The task: Using the material that follows, output exactly the lines from the one containing "Map reading. Convert" through the one containing "Map reading. What", with both ends kept.

Data to examine:
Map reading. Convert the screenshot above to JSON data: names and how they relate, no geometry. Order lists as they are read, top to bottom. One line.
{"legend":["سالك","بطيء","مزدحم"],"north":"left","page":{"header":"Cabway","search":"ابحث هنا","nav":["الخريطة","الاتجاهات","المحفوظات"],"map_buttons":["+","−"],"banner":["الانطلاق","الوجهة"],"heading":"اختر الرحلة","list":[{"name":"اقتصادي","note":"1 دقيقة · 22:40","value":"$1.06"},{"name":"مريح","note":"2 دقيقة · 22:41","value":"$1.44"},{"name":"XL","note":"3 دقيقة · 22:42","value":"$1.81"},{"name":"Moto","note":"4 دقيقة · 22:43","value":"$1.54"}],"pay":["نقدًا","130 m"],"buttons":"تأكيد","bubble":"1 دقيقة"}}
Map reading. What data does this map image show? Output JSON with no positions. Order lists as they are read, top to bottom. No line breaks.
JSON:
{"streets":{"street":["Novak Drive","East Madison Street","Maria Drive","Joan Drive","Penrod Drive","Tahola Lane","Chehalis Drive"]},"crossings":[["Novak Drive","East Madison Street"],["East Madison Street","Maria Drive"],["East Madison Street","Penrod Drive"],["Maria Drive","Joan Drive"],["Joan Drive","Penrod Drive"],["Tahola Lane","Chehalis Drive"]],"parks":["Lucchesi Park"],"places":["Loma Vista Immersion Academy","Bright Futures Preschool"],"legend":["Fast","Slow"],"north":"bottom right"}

---

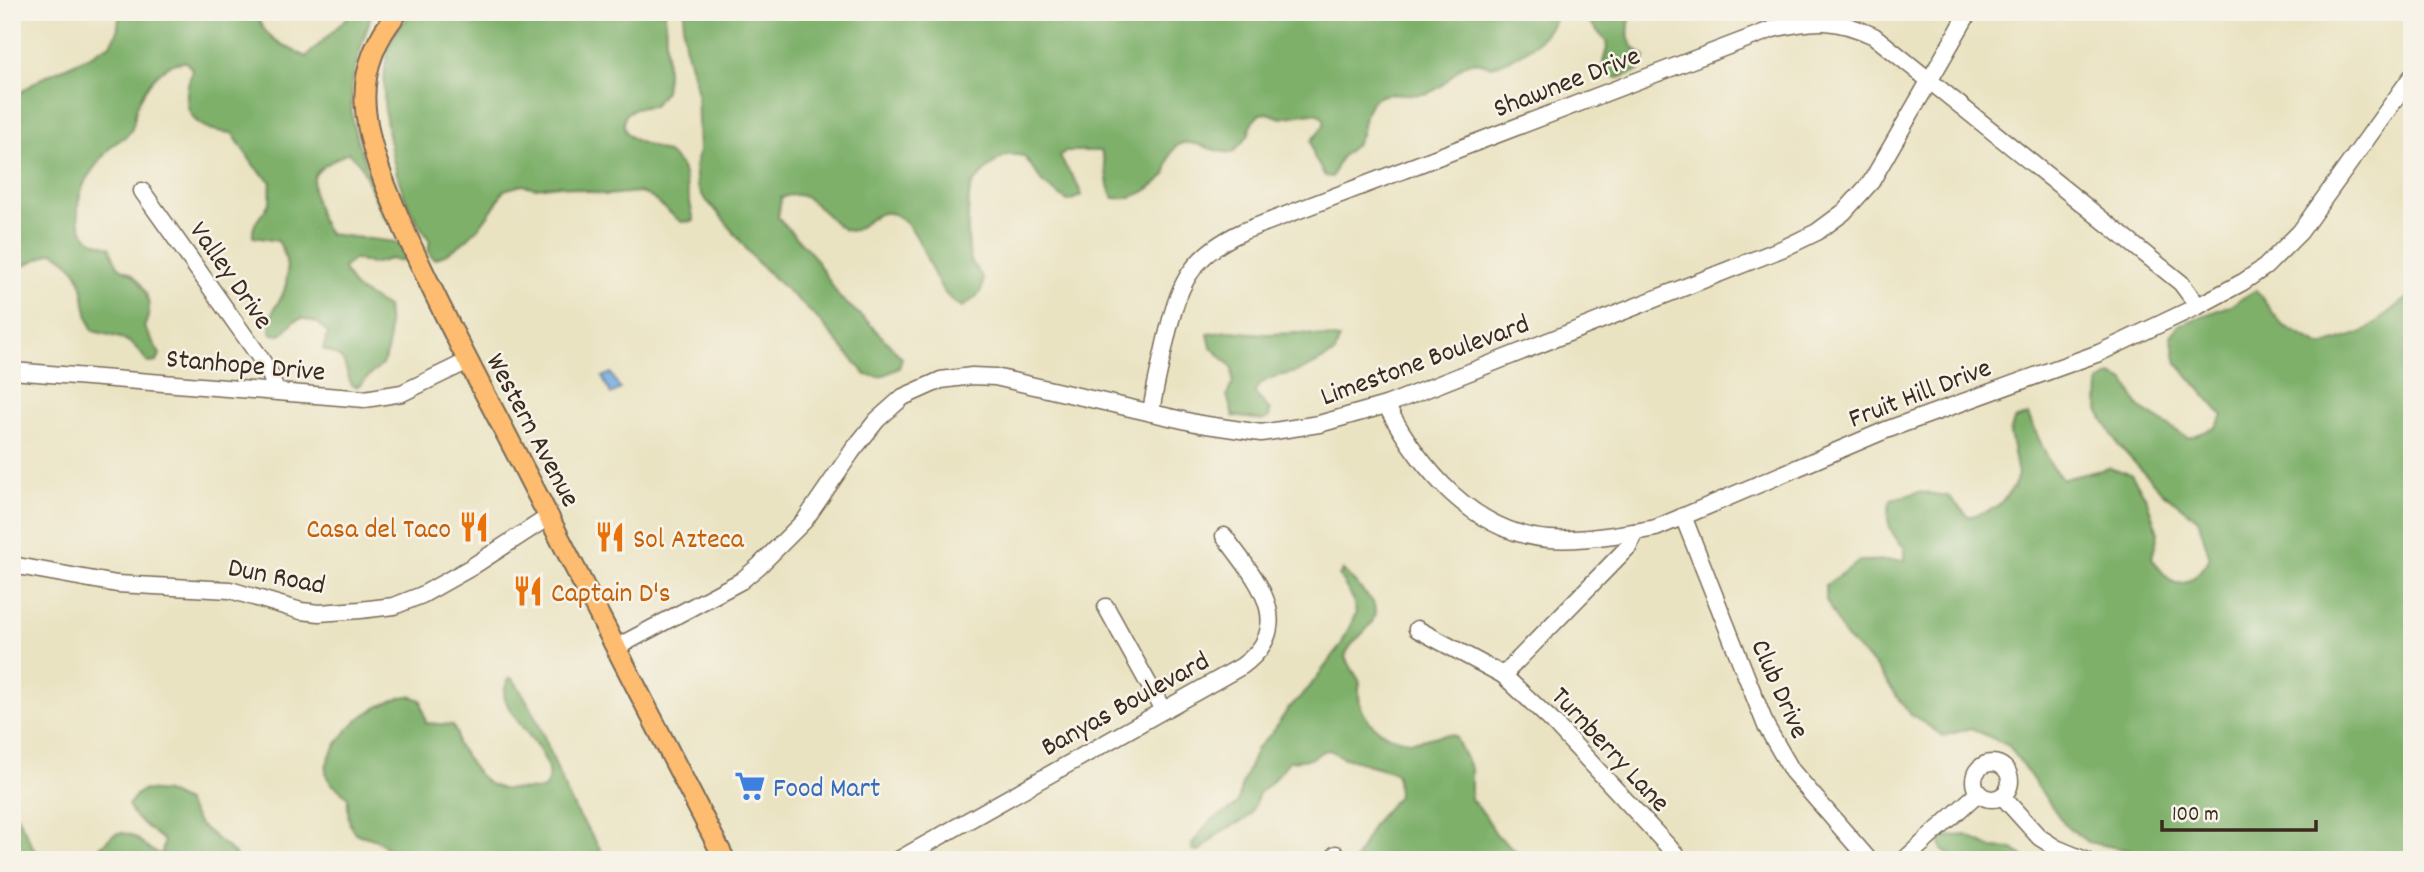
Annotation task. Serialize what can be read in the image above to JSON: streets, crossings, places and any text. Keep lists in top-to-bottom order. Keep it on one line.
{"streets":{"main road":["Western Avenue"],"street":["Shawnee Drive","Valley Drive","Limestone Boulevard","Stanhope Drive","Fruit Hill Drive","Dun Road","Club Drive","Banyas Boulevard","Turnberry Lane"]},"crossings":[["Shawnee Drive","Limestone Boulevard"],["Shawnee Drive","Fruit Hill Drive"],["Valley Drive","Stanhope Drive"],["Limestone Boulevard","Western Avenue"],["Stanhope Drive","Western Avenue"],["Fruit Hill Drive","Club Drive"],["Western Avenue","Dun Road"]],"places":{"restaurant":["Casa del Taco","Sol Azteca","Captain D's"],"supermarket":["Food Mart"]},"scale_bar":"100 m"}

The completed task:
Map reading. Convert the screenshot above to JSON data: names and how they relate, no geometry. Order lists as they are read, top to bottom. One line.
{"legend":["سالك","بطيء","مزدحم"],"north":"left","page":{"header":"Cabway","search":"ابحث هنا","nav":["الخريطة","الاتجاهات","المحفوظات"],"map_buttons":["+","−"],"banner":["الانطلاق","الوجهة"],"heading":"اختر الرحلة","list":[{"name":"اقتصادي","note":"1 دقيقة · 22:40","value":"$1.06"},{"name":"مريح","note":"2 دقيقة · 22:41","value":"$1.44"},{"name":"XL","note":"3 دقيقة · 22:42","value":"$1.81"},{"name":"Moto","note":"4 دقيقة · 22:43","value":"$1.54"}],"pay":["نقدًا","130 m"],"buttons":"تأكيد","bubble":"1 دقيقة"}}
Map reading. What data does this map image show? Output JSON with no positions. Order lists as they are read, top to bottom. No line breaks.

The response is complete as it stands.